- EXERCISE OBJECTIVE
Look through the data and write out every line with the word "textAlign" in it.

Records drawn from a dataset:
##########
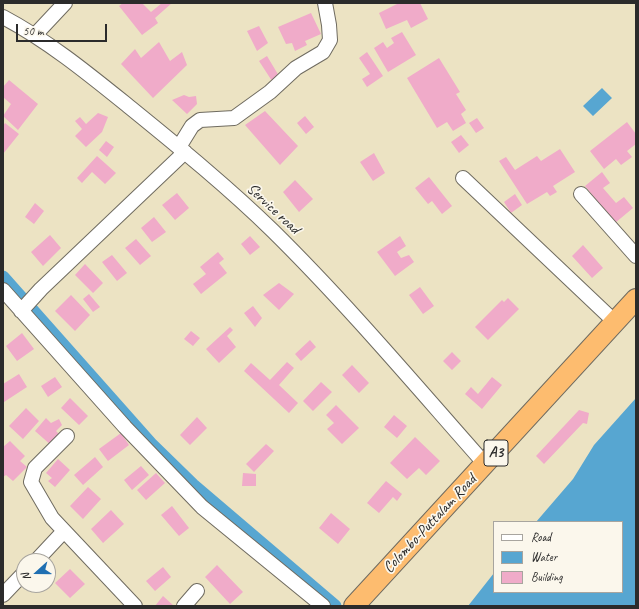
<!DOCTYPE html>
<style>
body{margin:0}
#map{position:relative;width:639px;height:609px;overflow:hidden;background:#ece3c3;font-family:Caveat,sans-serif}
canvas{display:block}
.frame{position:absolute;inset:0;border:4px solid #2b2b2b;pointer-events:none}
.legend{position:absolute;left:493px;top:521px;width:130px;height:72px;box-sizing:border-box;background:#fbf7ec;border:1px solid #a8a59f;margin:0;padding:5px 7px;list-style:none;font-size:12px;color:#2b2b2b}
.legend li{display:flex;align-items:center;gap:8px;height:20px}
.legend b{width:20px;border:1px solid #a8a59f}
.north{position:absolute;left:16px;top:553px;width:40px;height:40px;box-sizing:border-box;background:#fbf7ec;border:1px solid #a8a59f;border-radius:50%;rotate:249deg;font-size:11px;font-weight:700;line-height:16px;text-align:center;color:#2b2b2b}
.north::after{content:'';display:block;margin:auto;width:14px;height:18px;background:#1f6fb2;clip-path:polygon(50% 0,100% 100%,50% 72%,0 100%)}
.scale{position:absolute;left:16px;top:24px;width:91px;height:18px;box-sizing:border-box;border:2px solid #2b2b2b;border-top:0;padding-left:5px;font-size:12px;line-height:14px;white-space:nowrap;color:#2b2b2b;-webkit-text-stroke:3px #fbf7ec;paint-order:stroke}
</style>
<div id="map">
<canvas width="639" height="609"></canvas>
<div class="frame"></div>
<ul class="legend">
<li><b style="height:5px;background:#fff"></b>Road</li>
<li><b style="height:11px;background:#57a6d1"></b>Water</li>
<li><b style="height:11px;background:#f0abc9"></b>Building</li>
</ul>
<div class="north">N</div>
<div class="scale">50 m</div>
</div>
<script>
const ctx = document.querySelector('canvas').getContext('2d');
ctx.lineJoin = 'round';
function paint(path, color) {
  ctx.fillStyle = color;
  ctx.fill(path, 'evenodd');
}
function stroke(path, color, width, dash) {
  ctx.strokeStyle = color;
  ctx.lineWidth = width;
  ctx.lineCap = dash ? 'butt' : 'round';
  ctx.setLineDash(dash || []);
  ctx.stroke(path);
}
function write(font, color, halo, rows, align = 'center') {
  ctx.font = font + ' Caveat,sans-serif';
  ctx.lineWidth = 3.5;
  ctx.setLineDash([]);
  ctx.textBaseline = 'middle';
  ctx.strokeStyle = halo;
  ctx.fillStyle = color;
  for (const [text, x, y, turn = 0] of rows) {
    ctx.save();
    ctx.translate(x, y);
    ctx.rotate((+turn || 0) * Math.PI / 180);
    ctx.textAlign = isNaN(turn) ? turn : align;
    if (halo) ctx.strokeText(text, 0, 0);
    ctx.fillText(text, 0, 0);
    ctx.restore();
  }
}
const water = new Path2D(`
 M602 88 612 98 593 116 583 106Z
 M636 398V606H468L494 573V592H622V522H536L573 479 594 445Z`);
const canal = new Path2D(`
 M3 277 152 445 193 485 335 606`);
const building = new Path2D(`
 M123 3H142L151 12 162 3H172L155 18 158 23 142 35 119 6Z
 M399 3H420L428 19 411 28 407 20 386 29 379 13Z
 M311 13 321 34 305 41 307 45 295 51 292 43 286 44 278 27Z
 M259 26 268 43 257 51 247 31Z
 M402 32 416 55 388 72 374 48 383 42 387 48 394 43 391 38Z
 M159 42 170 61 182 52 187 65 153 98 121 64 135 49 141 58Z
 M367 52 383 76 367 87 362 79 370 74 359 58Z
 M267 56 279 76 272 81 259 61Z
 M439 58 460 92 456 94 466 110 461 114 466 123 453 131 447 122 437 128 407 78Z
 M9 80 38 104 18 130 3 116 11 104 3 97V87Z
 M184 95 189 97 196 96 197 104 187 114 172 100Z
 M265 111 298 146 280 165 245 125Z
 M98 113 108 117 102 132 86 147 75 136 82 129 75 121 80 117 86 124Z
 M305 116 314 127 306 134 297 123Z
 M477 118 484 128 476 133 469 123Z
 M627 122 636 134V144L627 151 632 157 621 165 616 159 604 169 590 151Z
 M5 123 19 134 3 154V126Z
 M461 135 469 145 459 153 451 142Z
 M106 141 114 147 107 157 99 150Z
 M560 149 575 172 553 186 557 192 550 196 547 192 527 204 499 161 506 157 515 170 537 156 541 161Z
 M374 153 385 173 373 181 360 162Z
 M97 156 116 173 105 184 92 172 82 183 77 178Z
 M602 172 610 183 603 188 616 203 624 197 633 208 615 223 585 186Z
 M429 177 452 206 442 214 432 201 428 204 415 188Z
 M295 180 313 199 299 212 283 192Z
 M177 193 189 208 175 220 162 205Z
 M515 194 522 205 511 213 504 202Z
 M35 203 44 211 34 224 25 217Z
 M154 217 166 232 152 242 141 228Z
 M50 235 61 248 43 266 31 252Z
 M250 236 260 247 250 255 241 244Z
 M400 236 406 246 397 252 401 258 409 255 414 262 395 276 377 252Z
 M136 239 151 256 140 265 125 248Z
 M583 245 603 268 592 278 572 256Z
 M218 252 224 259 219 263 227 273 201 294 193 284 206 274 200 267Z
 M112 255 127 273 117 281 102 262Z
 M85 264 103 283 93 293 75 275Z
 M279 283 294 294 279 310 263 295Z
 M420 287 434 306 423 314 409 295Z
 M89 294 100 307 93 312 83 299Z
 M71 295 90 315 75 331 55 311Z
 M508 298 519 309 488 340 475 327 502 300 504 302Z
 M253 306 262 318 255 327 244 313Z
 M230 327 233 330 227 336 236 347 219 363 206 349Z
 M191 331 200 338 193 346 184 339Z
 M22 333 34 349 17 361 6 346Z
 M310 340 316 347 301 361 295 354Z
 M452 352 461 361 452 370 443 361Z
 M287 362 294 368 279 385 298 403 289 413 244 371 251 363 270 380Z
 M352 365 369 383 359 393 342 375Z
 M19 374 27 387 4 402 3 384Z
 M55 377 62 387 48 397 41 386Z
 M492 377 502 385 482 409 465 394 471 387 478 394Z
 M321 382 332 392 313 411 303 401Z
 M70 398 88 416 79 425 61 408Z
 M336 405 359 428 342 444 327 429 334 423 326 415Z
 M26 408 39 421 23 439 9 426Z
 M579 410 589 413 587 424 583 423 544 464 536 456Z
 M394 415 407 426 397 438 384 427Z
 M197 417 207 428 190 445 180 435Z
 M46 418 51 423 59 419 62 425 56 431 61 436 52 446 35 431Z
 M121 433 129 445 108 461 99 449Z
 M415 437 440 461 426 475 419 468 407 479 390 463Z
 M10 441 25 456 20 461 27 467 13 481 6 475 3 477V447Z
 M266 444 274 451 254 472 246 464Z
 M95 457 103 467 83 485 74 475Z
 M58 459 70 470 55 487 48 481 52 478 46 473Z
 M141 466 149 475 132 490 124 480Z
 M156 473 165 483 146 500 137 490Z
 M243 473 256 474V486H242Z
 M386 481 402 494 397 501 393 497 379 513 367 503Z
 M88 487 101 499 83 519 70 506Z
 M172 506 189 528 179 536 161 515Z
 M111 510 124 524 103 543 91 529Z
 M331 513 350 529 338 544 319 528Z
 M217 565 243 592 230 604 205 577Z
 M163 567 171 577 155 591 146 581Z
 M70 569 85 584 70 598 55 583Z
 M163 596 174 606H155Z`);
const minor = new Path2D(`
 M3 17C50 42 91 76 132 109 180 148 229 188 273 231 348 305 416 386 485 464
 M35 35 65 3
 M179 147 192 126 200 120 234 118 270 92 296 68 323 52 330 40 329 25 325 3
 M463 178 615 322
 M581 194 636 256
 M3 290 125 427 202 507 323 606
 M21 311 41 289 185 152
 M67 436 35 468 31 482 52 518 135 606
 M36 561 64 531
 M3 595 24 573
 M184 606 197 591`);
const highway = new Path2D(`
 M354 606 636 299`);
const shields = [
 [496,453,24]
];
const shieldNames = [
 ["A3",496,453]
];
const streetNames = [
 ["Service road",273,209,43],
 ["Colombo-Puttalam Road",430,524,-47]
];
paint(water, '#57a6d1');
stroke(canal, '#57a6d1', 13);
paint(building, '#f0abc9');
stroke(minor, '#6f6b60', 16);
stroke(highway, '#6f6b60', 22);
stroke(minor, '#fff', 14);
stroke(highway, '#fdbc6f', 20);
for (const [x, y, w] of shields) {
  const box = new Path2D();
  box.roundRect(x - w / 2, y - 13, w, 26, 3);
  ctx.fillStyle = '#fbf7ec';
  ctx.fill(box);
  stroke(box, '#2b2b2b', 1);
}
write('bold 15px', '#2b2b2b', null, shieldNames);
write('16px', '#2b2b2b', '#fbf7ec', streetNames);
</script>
##########
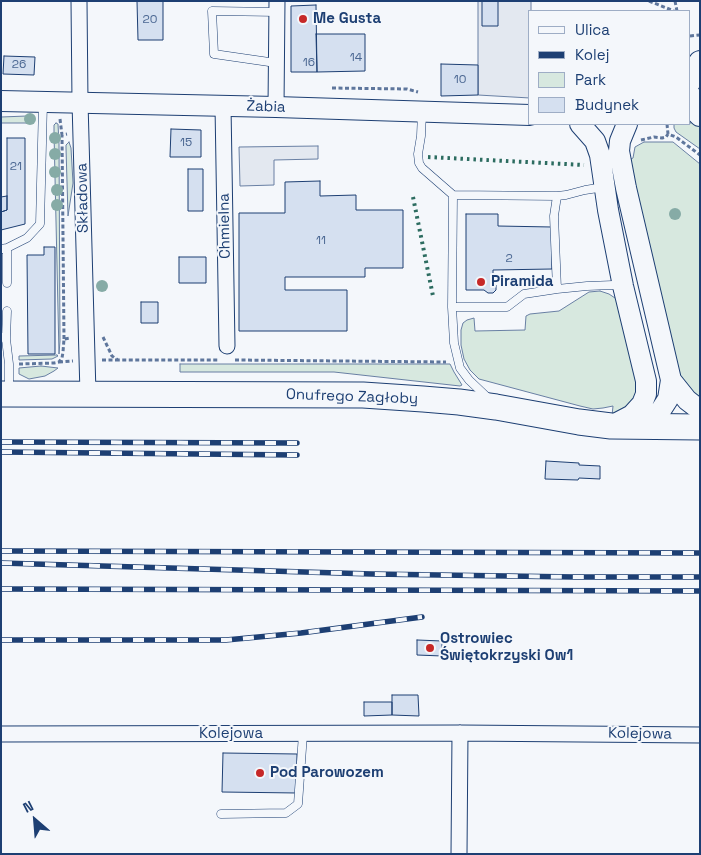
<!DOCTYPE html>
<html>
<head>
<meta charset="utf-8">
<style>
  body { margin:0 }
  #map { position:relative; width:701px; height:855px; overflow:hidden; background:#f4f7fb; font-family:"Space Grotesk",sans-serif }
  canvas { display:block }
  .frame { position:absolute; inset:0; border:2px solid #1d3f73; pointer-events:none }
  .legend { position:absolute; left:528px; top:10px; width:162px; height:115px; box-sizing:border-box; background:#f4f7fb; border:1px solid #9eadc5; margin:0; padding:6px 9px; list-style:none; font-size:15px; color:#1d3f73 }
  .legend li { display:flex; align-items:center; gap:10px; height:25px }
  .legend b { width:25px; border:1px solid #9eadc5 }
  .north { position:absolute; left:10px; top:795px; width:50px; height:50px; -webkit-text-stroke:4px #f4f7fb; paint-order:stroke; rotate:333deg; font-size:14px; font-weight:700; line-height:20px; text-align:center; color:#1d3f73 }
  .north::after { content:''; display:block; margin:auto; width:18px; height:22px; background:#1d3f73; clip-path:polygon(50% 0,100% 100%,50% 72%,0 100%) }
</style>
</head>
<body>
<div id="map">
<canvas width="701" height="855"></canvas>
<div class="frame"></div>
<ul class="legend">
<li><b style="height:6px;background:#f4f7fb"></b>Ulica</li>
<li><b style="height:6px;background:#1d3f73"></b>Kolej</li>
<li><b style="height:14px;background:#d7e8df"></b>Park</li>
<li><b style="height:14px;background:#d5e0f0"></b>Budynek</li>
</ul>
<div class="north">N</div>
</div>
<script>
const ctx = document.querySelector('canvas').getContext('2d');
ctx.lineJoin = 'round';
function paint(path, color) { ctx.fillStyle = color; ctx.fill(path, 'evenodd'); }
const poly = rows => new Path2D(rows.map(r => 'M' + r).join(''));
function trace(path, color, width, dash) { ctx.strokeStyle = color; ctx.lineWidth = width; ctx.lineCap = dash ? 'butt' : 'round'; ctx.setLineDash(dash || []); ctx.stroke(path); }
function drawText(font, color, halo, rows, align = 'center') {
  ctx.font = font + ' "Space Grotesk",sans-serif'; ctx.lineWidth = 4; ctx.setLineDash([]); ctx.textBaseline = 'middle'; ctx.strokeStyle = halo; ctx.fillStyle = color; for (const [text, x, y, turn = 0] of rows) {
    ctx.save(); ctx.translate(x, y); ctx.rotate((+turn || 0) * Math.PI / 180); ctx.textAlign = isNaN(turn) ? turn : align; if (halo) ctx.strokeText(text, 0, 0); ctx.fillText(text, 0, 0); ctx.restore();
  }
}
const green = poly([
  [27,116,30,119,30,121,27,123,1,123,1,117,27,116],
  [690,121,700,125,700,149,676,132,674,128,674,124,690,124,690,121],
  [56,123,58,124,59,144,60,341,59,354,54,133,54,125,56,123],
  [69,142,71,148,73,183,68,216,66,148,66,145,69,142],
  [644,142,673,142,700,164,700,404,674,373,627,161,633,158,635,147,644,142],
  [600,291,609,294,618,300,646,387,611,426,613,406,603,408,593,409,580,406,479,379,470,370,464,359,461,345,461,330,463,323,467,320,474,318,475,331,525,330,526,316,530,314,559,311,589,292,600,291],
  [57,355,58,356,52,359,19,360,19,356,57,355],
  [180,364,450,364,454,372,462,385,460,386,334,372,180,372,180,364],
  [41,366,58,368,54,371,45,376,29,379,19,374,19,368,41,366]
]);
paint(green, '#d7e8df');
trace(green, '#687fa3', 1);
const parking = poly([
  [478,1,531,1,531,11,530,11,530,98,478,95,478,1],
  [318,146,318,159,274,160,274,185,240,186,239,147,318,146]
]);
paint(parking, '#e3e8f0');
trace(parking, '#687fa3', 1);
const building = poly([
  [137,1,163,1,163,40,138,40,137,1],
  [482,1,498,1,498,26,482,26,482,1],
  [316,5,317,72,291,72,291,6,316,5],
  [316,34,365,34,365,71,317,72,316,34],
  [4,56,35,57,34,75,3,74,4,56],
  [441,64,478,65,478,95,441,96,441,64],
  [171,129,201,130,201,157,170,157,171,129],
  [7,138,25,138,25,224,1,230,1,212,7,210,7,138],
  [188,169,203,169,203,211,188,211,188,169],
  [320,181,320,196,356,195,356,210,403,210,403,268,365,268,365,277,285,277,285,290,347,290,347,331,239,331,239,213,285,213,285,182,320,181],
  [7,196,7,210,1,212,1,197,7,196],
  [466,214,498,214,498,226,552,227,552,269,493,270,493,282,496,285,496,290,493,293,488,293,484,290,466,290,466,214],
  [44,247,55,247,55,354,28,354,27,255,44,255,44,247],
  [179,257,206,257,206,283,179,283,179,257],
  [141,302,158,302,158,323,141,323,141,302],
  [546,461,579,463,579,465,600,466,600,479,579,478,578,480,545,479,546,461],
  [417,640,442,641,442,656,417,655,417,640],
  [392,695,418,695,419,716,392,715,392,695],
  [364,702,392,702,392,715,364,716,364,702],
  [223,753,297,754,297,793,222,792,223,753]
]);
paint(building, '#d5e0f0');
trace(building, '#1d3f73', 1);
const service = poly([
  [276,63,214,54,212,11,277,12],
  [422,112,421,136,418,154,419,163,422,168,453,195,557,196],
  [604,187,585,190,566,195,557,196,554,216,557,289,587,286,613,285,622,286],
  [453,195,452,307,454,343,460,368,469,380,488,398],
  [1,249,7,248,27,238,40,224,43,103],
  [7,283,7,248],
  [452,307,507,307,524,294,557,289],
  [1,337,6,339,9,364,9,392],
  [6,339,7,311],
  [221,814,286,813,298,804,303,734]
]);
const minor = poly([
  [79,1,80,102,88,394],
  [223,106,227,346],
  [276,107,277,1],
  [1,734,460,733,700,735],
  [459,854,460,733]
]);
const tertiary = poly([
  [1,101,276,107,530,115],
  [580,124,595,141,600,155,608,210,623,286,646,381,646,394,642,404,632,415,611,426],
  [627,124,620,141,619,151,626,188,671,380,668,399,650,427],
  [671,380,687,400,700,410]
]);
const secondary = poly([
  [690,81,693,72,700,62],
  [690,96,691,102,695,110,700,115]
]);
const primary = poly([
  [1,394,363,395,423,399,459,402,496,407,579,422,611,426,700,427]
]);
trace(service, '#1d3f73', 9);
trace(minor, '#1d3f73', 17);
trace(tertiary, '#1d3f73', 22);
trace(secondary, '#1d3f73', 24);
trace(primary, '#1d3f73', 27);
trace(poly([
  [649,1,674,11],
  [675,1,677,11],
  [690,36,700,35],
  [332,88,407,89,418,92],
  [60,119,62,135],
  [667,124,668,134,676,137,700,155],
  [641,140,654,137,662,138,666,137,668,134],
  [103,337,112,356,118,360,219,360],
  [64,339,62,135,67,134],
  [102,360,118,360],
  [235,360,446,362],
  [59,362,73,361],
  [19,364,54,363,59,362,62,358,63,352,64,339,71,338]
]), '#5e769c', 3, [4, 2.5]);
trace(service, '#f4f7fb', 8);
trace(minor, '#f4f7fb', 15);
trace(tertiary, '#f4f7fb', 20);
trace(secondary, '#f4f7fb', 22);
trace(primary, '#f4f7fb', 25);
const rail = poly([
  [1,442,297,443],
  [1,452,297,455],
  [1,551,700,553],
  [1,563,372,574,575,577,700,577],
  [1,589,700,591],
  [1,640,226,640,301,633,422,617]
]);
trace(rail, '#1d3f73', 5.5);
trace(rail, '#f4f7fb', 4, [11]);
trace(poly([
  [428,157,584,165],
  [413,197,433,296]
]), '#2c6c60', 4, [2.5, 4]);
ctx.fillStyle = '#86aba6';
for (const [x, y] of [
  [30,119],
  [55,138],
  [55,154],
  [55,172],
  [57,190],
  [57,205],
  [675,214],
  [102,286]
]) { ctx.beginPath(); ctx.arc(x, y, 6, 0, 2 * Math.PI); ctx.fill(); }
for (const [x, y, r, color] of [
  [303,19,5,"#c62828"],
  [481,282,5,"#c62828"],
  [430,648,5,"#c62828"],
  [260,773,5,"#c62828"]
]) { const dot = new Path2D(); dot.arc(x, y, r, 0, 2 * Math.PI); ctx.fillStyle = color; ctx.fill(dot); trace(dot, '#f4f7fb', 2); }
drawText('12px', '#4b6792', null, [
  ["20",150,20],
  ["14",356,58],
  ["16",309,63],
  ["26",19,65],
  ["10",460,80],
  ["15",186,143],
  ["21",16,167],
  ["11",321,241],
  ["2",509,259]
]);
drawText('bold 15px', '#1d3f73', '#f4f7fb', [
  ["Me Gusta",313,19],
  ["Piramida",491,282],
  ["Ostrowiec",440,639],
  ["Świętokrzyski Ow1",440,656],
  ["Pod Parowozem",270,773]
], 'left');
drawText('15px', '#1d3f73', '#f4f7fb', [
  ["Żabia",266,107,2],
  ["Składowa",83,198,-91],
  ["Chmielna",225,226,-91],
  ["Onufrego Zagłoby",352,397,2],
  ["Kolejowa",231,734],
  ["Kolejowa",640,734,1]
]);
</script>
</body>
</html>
##########
- ANSWER FOR THIS EXERCISE
    ctx.textAlign = isNaN(turn) ? turn : align;
    ctx.save(); ctx.translate(x, y); ctx.rotate((+turn || 0) * Math.PI / 180); ctx.textAlign = isNaN(turn) ? turn : align; if (halo) ctx.strokeText(text, 0, 0); ctx.fillText(text, 0, 0); ctx.restore();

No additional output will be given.